*Description of the task:* Some lines in the material below hold the word "down". Copy all of them.

*Available data:*
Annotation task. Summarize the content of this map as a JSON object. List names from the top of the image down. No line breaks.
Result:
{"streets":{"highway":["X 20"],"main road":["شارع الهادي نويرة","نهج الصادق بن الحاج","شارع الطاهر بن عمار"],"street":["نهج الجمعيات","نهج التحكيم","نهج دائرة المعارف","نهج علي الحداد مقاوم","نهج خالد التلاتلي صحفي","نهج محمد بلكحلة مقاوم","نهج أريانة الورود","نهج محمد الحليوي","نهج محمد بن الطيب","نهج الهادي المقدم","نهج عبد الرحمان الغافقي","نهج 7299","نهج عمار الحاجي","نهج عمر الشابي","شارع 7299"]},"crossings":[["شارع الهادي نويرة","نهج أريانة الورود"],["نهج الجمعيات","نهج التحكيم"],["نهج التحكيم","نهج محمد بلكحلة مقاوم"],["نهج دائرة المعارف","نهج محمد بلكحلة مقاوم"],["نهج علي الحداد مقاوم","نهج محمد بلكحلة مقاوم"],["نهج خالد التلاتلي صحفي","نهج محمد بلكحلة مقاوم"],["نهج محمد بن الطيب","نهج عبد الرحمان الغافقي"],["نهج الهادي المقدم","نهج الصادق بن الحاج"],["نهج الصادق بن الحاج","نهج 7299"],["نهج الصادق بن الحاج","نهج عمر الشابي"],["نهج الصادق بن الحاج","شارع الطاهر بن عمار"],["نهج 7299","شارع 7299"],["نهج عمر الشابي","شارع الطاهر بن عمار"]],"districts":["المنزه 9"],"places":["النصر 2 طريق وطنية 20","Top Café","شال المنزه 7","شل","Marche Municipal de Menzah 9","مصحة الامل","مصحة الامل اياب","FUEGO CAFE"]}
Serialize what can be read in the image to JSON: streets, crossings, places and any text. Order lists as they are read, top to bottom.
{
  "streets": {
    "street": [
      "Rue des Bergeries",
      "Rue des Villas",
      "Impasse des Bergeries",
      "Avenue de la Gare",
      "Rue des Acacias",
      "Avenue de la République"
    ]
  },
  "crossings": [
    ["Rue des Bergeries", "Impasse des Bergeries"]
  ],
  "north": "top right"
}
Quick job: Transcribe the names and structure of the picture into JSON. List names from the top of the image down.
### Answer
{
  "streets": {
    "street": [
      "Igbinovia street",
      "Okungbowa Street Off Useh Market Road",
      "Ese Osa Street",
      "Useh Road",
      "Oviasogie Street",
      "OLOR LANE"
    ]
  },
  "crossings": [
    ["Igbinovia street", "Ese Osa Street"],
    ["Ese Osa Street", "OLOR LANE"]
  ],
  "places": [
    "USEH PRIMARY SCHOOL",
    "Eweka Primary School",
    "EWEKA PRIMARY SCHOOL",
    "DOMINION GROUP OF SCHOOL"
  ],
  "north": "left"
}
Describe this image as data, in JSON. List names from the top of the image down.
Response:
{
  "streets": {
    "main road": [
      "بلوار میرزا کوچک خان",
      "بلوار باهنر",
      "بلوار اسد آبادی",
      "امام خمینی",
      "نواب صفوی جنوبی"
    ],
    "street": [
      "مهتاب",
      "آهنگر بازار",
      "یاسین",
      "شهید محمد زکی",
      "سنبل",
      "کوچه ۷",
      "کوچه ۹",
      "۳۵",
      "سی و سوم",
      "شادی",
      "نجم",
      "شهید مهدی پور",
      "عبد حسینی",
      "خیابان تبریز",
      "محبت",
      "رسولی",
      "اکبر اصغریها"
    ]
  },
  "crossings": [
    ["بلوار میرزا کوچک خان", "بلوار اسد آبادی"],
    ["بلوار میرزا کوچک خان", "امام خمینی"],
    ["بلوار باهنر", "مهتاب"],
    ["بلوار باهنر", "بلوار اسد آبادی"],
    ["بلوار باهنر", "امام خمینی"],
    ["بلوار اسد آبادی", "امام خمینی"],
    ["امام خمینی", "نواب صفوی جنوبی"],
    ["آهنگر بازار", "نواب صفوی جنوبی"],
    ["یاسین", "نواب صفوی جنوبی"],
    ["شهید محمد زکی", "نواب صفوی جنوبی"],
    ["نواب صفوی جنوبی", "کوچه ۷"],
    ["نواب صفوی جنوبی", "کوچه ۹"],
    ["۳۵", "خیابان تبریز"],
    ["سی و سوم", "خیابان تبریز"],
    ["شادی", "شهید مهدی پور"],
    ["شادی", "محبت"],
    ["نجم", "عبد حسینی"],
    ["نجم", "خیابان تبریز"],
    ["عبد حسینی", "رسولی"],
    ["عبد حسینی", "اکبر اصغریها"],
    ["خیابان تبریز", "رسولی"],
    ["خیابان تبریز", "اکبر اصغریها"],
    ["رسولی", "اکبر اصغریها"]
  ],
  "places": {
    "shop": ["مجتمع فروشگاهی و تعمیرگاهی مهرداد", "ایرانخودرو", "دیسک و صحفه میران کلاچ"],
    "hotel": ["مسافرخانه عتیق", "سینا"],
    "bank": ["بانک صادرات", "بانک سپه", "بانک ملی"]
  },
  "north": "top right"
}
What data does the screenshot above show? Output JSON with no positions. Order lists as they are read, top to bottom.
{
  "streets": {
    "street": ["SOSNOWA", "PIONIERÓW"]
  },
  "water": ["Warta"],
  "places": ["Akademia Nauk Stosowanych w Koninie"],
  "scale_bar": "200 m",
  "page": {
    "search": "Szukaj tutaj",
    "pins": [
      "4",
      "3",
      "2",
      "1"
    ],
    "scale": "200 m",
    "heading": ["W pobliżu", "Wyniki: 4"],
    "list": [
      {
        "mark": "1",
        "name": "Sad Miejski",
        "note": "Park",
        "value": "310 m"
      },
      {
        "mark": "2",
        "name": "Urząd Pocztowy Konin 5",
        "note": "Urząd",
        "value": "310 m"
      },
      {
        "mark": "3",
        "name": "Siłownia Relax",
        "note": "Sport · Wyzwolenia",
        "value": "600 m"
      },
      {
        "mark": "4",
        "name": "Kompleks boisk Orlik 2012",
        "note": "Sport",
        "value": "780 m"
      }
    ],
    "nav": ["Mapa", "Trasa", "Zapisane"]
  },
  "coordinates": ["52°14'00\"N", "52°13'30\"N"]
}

*Result below:*
Annotation task. Summarize the content of this map as a JSON object. List names from the top of the image down. No line breaks.
Quick job: Transcribe the names and structure of the picture into JSON. List names from the top of the image down.
Describe this image as data, in JSON. List names from the top of the image down.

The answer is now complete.